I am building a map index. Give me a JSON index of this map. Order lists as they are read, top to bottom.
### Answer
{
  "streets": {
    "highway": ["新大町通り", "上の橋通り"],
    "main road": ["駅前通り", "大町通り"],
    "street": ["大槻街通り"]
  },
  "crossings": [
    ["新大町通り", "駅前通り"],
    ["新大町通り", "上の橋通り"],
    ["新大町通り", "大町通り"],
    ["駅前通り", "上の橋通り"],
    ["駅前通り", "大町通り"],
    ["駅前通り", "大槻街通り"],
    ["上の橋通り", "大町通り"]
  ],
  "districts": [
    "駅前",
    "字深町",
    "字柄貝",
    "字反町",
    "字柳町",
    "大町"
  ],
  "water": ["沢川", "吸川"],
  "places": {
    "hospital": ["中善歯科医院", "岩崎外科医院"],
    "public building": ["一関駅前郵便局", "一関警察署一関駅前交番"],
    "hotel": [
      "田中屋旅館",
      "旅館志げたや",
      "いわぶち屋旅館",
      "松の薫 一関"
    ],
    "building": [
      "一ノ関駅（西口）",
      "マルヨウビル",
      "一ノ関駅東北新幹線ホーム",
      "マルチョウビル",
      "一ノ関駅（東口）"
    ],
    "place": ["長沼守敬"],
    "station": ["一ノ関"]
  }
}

-*-

**WHAT YOU HAVE TO DO**: Nothing in the material may change; reproduce it all.

**EXPECTED ANSWER**:
I am building a map index. Give me a JSON index of this map. Order lists as they are read, top to bottom.
### Answer
{
  "streets": {
    "highway": ["新大町通り", "上の橋通り"],
    "main road": ["駅前通り", "大町通り"],
    "street": ["大槻街通り"]
  },
  "crossings": [
    ["新大町通り", "駅前通り"],
    ["新大町通り", "上の橋通り"],
    ["新大町通り", "大町通り"],
    ["駅前通り", "上の橋通り"],
    ["駅前通り", "大町通り"],
    ["駅前通り", "大槻街通り"],
    ["上の橋通り", "大町通り"]
  ],
  "districts": [
    "駅前",
    "字深町",
    "字柄貝",
    "字反町",
    "字柳町",
    "大町"
  ],
  "water": ["沢川", "吸川"],
  "places": {
    "hospital": ["中善歯科医院", "岩崎外科医院"],
    "public building": ["一関駅前郵便局", "一関警察署一関駅前交番"],
    "hotel": [
      "田中屋旅館",
      "旅館志げたや",
      "いわぶち屋旅館",
      "松の薫 一関"
    ],
    "building": [
      "一ノ関駅（西口）",
      "マルヨウビル",
      "一ノ関駅東北新幹線ホーム",
      "マルチョウビル",
      "一ノ関駅（東口）"
    ],
    "place": ["長沼守敬"],
    "station": ["一ノ関"]
  }
}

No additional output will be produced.